(Records from a data source)
....

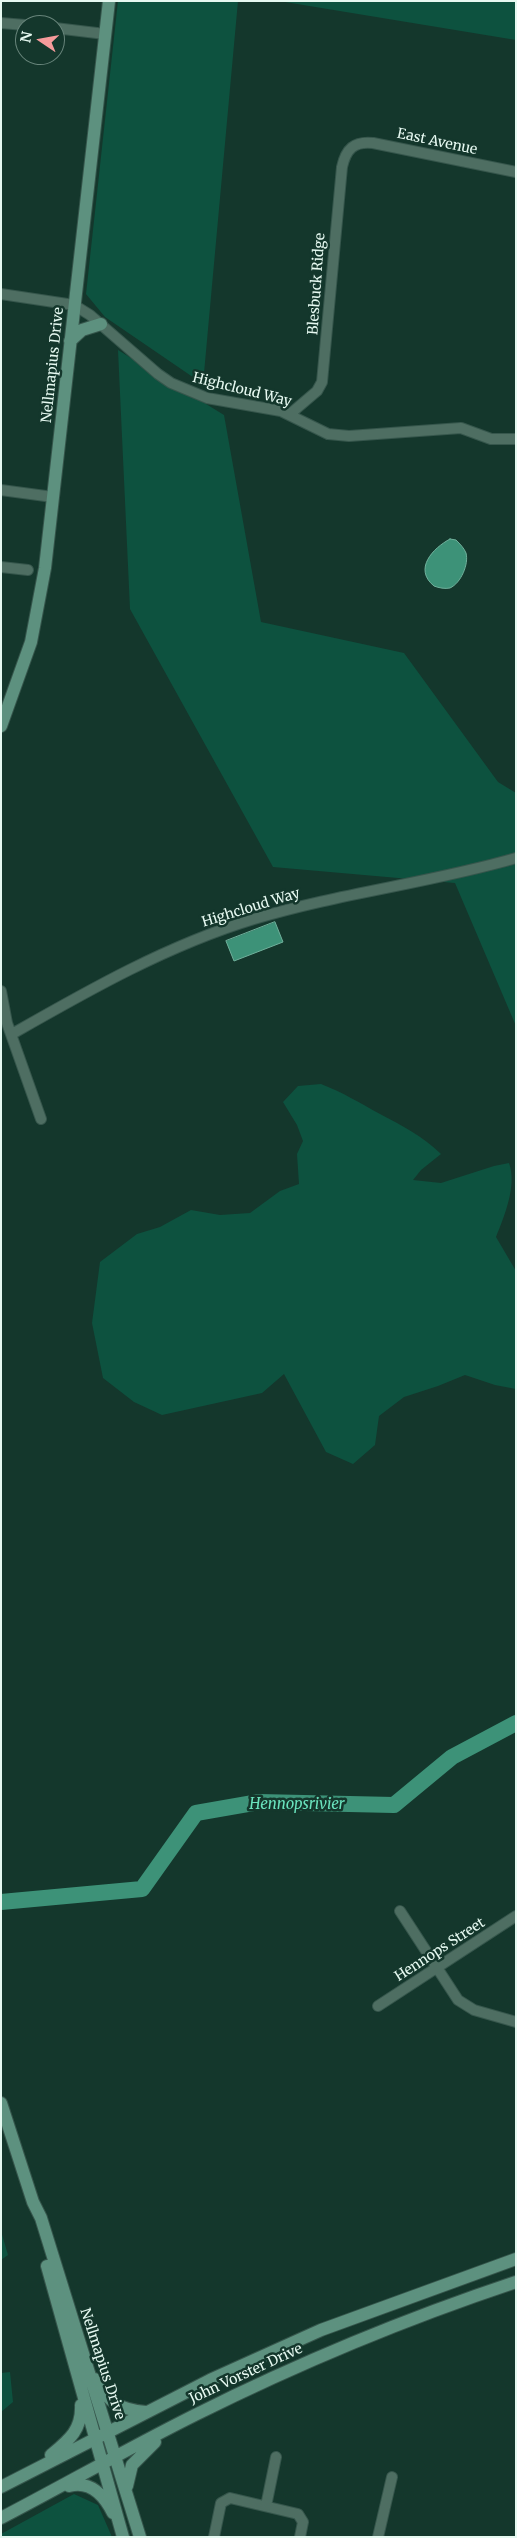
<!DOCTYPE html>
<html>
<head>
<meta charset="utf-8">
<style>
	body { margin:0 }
	#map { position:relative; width:517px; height:2538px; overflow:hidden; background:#14372c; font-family:Merriweather,serif }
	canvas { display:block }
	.frame { position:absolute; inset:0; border:2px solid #e6f9f1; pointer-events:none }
	.north { position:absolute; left:15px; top:15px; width:50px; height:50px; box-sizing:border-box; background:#14372c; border:1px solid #68857b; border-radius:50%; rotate:282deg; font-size:14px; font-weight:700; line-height:20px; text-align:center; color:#e6f9f1 }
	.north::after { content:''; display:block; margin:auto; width:18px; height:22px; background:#f59b9b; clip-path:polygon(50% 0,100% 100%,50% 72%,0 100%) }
</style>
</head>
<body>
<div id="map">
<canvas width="517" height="2538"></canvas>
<div class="frame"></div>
<div class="north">N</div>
</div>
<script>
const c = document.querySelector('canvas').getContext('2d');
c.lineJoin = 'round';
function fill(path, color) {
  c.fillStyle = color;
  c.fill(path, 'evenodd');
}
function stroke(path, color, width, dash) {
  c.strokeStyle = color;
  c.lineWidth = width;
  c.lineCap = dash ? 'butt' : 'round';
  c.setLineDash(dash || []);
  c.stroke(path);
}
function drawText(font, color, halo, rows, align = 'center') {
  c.font = font + ' Merriweather,serif';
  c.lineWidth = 5;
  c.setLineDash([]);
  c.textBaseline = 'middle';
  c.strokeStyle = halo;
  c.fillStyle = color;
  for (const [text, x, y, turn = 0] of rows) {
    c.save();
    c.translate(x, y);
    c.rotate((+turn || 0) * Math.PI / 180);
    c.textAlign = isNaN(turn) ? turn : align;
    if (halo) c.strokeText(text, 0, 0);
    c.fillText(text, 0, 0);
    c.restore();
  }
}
fill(new Path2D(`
	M118 1H238L203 384 105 317 86 294Z
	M279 1H516V40Z
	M118 350 224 415 261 622 404 653 498 782 516 793V1026L455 883 273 867 130 609Z
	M321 1084C342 1092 360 1103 380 1114 403 1126 422 1136 441 1154L421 1170 413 1180 441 1183 494 1166 509 1163C517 1185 505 1215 496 1237L516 1271V1389L495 1385 465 1375 438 1386 404 1397 379 1416 375 1445 353 1464 326 1452 284 1374 262 1393 162 1415 134 1402 103 1378 92 1323 100 1262 137 1234 160 1227 191 1210 220 1215 250 1213 280 1191 299 1184 297 1154 303 1141 297 1125 283 1102 298 1086Z
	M1 2231 8 2255 1 2260Z
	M10 2372 13 2402 1 2412V2373Z
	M74 2494 98 2505 112 2537H1V2534Z`), '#0d523f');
const water = new Path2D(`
	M450 539 456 540C460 544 464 548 466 553 469 564 461 583 450 588 445 589 439 588 434 586 413 569 433 548 450 539Z
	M275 922 283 942 234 961 226 941Z`);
fill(water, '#3d9278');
stroke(water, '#70b19c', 1);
stroke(new Path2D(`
	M1 1902 142 1889 196 1813 259 1802 394 1805 452 1757 516 1723`), '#3d9278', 16);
const street = new Path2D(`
	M1 23 25 25
	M55 28 105 34
	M1 294 74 305 90 315 158 374 171 383 207 398 281 411 328 434 349 436 461 428 491 439H516
	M290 414 317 391 322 382 342 167C346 149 354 141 373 143L516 172
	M1 490 53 497
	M1 567 28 570
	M1 991 7 1023 41 1119
	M12 1034C89 990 168 945 254 919 340 893 430 883 516 858
	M400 1911 458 2000 474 2010 516 2022
	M378 2006 516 1916
	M266 2506 276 2457
	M214 2537 221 2503 230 2498 298 2514 303 2522 300 2537
	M378 2537 392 2477`);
const secondary = new Path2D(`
	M70 341 82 330 101 324
	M1 726 31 642 45 568 109 1
	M1 2103 33 2202 41 2218 140 2537
	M47 2266 123 2537
	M95 2379C110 2403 117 2409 146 2412
	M51 2455C69 2440 82 2430 81 2405
	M69 2486C90 2480 104 2495 113 2513
	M127 2486 132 2465 155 2442
	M1 2487 210 2380 321 2330 516 2259
	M1 2518C66 2484 129 2448 195 2415 299 2363 405 2319 516 2282`);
stroke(street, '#36564c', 12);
stroke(secondary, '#36564c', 14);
stroke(street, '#4e6e62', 10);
stroke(secondary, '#5d917f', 12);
drawText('14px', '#e6f9f1', '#14372c', [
	["East Avenue",437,142,12],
	["Blesbuck Ridge",317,284,-86],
	["Nellmapius Drive",53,365,-84],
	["Highcloud Way",242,390,14],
	["Highcloud Way",251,908,-17],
	["Hennops Street",440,1950,-33],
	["Nellmapius Drive",102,2364,72],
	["John Vorster Drive",246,2374,-25]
]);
drawText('italic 15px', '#6ae3bd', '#14372c', [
	["Hennopsrivier",297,1805]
]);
</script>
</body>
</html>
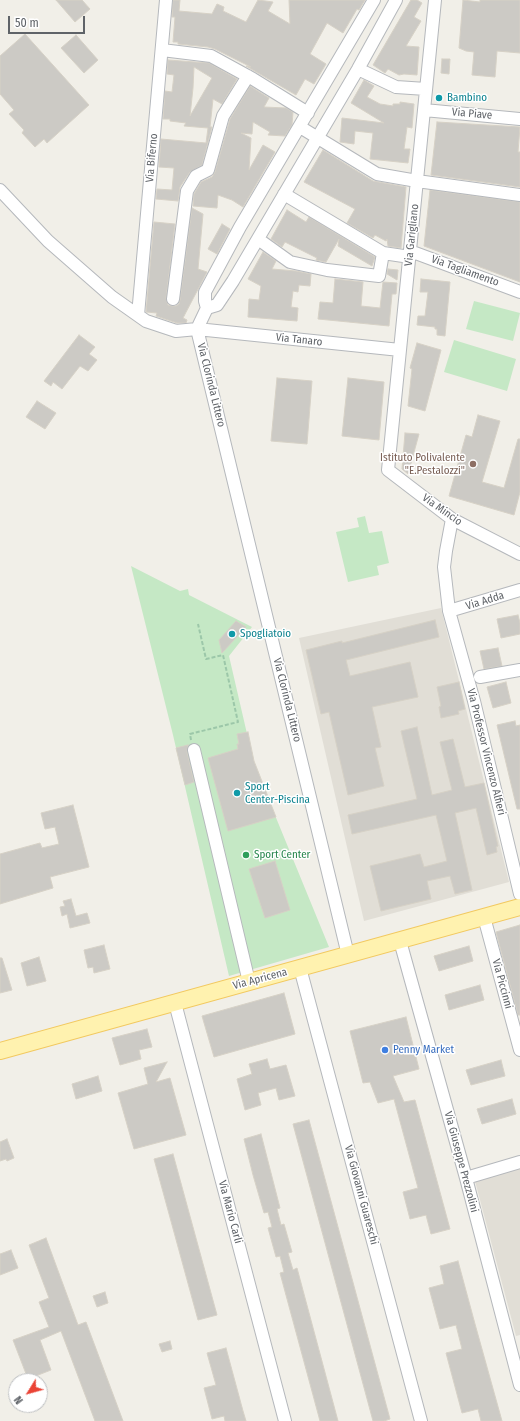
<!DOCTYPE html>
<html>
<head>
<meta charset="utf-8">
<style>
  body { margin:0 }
  #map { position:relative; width:520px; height:1421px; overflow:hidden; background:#f1efe8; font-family:"Fira Sans Condensed",sans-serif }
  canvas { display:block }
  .north { position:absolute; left:8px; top:1373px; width:40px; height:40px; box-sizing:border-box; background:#fff; border:1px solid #bfc1c3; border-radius:50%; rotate:233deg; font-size:11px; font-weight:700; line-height:16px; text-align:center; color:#5f6368 }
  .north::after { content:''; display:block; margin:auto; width:14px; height:18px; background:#ea4335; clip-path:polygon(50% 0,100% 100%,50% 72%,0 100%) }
  .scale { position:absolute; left:8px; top:16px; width:77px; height:18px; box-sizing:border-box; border:2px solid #5f6368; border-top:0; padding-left:5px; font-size:12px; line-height:14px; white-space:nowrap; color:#5f6368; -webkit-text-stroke:3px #fff; paint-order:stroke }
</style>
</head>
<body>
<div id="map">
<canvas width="520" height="1421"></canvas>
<div class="north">N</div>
<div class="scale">50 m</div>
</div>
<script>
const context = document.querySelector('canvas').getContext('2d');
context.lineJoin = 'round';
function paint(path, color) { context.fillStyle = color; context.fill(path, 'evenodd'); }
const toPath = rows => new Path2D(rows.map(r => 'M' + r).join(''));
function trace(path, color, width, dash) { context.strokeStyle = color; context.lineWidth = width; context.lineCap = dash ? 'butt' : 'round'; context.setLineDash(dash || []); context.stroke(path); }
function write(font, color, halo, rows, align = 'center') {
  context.font = font + ' "Fira Sans Condensed",sans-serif'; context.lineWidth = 3; context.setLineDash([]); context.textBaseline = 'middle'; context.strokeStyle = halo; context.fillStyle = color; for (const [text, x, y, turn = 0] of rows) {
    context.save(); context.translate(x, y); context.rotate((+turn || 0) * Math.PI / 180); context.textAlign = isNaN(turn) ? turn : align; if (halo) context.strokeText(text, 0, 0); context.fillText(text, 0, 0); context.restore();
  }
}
const education = toPath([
  [441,608,509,882,364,921,299,638],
  [520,1168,520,1335,516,1336,475,1181]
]);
const green = toPath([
  [474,301,520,313,513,341,466,329],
  [454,340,516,359,507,391,444,372],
  [365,516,369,533,382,531,389,563,377,566,379,575,348,582,336,532,359,527,357,518],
  [131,566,180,591,188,589,189,595,252,627,229,656,254,764,329,947,229,976,173,735]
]);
const building = toPath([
  [56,0,82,0,90,9,75,22,56,0],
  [173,0,180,0,179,11,212,14,217,4,224,7,223,11,246,22,258,0,273,2,268,11,290,24,289,0,365,0,359,10,357,9,343,33,327,23,310,54,326,64,314,84,305,79,296,95,246,66,251,67,215,49,208,47,178,44,178,42,173,42,175,17,172,17,173,0],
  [411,0,417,0,422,3,414,17,421,21,406,46,419,47,417,75,404,74,399,75,388,69,385,73,373,65,411,0],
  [463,0,480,2,480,0,520,0,520,53,497,51,495,77,472,75,474,52,466,51,459,48,463,0],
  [25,34,89,105,47,143,44,139,35,147,22,133,24,130,9,114,14,110,0,94,0,56,25,34],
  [76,35,98,60,84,73,61,48,76,35],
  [442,59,450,59,449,74,441,73,442,59],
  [168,60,209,63,237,79,222,104,213,99,210,127,212,127,202,165,190,172,180,187,178,201,156,199,157,189,172,190,174,168,159,167,161,139,206,143,208,128,184,126,186,123,170,121,170,119,163,119,165,91,172,92,174,75,167,74,168,60],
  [194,67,212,78,190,116,193,88,194,67],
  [364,80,374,86,367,97,380,104,393,106,393,104,400,104,400,102,414,104,412,128,407,127,404,149,410,149,408,163,370,159,373,133,355,131,354,144,340,142,342,118,384,123,351,103,364,80],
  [250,86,269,98,264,107,286,108,293,112,292,125,285,136,268,135,270,132,253,122,252,134,241,133,251,138,249,170,263,145,275,152,243,207,232,200,218,195,217,208,193,206,194,194,201,182,212,177,215,172,230,119,250,86],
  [437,122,520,127,518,152,520,152,520,187,431,175,437,122],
  [323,150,373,181,406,187,401,248,388,246,387,239,386,241,375,235,373,238,347,223,355,209,304,182,323,150],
  [430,190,520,202,520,282,424,246,430,190],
  [192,208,203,214,198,269,207,272,183,318,187,320,186,323,177,323,156,316,157,313,146,312,154,222,175,224,166,298,168,305,172,306,176,306,179,304,180,300,192,208],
  [287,210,306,222,309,217,375,257,372,266,338,246,339,239,326,262,316,260,317,258,285,242,282,247,271,239,287,210],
  [222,224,230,229,217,254,208,249,222,224],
  [263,252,276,261,272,269,296,271,311,274,310,286,299,285,298,292,293,291,291,307,298,308,297,321,248,317,249,299,259,300,261,286,248,279,263,252],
  [388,269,398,270,397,280,387,274,388,269],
  [335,279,363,282,361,306,380,308,383,282,397,283,396,294,392,294,389,326,318,319,320,302,333,303,335,279],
  [421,279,450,282,445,336,437,335,437,329,435,329,435,327,417,325,418,316,425,316,428,292,420,292,421,279],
  [79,335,95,347,89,354,97,360,88,371,80,366,62,389,53,382,51,386,44,381,79,335],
  [417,343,441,350,425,411,408,406,412,369,410,368,417,343],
  [277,378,312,381,307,444,271,441,277,378],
  [348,378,384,382,379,440,342,436,348,378],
  [37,401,56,413,45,429,26,417,37,401],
  [478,415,500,421,482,482,504,488,518,439,520,439,520,492,514,515,449,496,466,435,472,437,478,415],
  [405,433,419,434,408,474,402,469,405,433],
  [518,615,520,623,520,634,501,638,497,619,518,615],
  [435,620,439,637,346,660,350,676,410,662,418,697,372,707,381,747,375,748,384,786,348,795,329,712,321,714,306,650,342,641,342,643,435,620],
  [236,621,246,627,222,653,219,640,236,621],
  [498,648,502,666,484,669,480,651,498,648],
  [459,682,465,709,458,711,459,714,441,718,439,707,441,706,437,687,459,682],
  [506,682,511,703,493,708,487,687,506,682],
  [515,721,516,726,520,725,520,809,517,809,497,725,515,721],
  [417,727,432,795,452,790,440,742,453,739,465,787,484,783,498,846,496,847,497,852,487,855,476,808,455,813,472,890,455,894,450,876,427,881,431,899,381,911,370,866,420,854,424,867,447,861,436,815,352,834,348,815,417,799,401,731,417,727],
  [248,732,254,761,276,817,228,831,208,758,238,749,237,744,239,744,237,734,248,732],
  [188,745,187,752,194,782,185,785,176,748,188,745],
  [73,805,89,867,50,877,53,888,0,904,0,854,40,843,42,848,59,844,55,827,45,829,41,813,73,805],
  [275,861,290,910,265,918,249,869,275,861],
  [71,899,76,916,87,913,90,923,70,928,67,914,62,916,60,907,65,906,63,901,71,899],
  [520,925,520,1015,518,1015,496,932,520,925],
  [104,945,110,969,94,973,93,967,88,968,84,950,104,945],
  [469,946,473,961,439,971,434,956,469,946],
  [39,957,46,981,27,986,21,963,39,957],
  [0,958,2,958,12,990,0,993,0,958],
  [480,985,484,1000,449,1010,445,995,480,985],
  [284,993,295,1034,214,1057,202,1016,284,993],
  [406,1017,419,1069,393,1076,404,1102,415,1100,450,1229,431,1234,426,1215,410,1219,403,1192,418,1188,394,1099,378,1103,370,1082,363,1083,350,1031,406,1017],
  [147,1029,152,1047,139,1050,141,1059,120,1065,112,1038,147,1029],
  [267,1059,270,1069,286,1065,295,1096,279,1100,276,1088,258,1093,261,1105,245,1110,237,1079,252,1074,249,1064,267,1059],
  [501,1060,505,1076,471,1085,466,1070,501,1060],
  [167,1062,156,1082,170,1078,186,1135,134,1149,118,1093,148,1084,144,1068,167,1062],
  [98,1076,102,1091,76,1099,72,1084,98,1076],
  [512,1099,516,1114,482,1124,477,1109,512,1099],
  [309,1120,390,1419,384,1421,373,1421,293,1124,309,1120],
  [261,1134,280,1208,277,1209,281,1225,284,1224,292,1252,288,1253,293,1270,297,1268,338,1421,320,1421,280,1273,284,1272,280,1256,276,1257,268,1228,272,1227,268,1212,264,1213,253,1175,244,1139,261,1134],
  [7,1139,14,1158,7,1161,6,1159,0,1161,0,1142,7,1139],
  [173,1154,217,1315,198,1320,154,1159,173,1154],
  [46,1238,78,1325,86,1322,123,1421,95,1421,61,1331,40,1340,51,1370,28,1379,13,1340,49,1327,39,1302,49,1298,29,1245,46,1238],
  [11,1250,18,1268,0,1275,0,1254,11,1250],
  [458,1261,475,1324,502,1421,481,1421,478,1409,462,1413,446,1353,462,1349,456,1325,440,1329,429,1288,444,1284,440,1266,458,1261],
  [105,1292,108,1303,97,1307,93,1296,105,1292],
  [170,1341,172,1349,162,1352,159,1344,170,1341],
  [226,1348,243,1411,246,1421,225,1421,224,1416,212,1419,204,1388,216,1385,207,1353,226,1348]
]);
const path = toPath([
  [191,740,190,734,238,722,223,655,206,659,198,624]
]);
const minor = toPath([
  [374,0,240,227,205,292,205,301,207,308,217,305,233,281,358,69,396,0],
  [435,0,388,470,452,519,520,554],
  [162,50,211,56,253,79,308,113],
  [358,69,396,87,426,89],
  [424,110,520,119],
  [300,127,377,174,417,181,520,195],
  [0,190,48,241,112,297,146,321,176,331,197,329,400,350],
  [284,194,383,253,410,257],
  [258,239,290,262,327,270,379,276,383,253],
  [410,251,520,292],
  [173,299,187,191,196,176,208,170,223,116,248,76],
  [138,315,166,0],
  [197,329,348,955],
  [197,329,207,308],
  [452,519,446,551,444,567,449,611,474,701,520,894],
  [449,611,520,590],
  [480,677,520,670],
  [194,750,249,982],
  [484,917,520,1050],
  [400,941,466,1178,520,1385],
  [300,968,421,1421],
  [175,1003,285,1421],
  [466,1178,520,1162]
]);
const major = toPath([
  [0,1051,520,907]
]);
const markers = [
  [439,98,4,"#0f9aa8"],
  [473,464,4,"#8d6e63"],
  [232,634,4,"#0f9aa8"],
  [237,793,4,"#0f9aa8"],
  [246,855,4,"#2e9e5b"],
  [385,1050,4,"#3f7fe0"]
];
const cultureNames = [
  ["Bambino",447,98],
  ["Spogliatoio",240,634],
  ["Sport",245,787],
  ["Center-Piscina",245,800]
];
const streetNames = [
  ["Via Piave",472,114,5],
  ["Via Biferno",152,158,-85],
  ["Via Garigliano",412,235,-84],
  ["Via Tagliamento",465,271,20],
  ["Via Tanaro",299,340,6],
  ["Via Clorinda Littero",211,385,76],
  ["Via Mincio",442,510,35],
  ["Via Adda",485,601,-17],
  ["Via Clorinda Littero",287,700,76],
  ["Via Professor Vincenzo Alfieri",486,752,76],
  ["Via Apricena",260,979,-15],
  ["Via Piccinni",502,984,75],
  ["Via Giuseppe Prezzolini",461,1162,75],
  ["Via Giovanni Guareschi",361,1195,75],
  ["Via Mario Carli",230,1212,75]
];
const educationNames = [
  ["Istituto Polivalente",465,458],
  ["\"E.Pestalozzi\"",465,471]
];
const leisureNames = [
  ["Sport Center",254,855]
];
const shopNames = [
  ["Penny Market",393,1050]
];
paint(education, '#e1ded6');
paint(green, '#c5e8c5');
paint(building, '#cccac5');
trace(building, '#d6d1c6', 1);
trace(minor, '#b5b8bc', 14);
trace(major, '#f2c960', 18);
trace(path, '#9cc7a9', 2, [4, 2]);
trace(minor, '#fff', 12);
trace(major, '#fff2af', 16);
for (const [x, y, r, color] of markers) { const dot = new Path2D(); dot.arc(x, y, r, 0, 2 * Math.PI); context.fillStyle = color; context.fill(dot); trace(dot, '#fff', 1.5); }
write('11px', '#0d838f', '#fff', cultureNames, 'left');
write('11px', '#5f6368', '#fff', streetNames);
write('11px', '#785e54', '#fff', educationNames, 'right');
write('11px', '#27864d', '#fff', leisureNames, 'left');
write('11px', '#366cbe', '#fff', shopNames, 'left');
</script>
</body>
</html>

....

Your assignment: What is the count of lines in the data above containing the string "textBaseline"? Write the number and nothing else.

Completed exercise: 2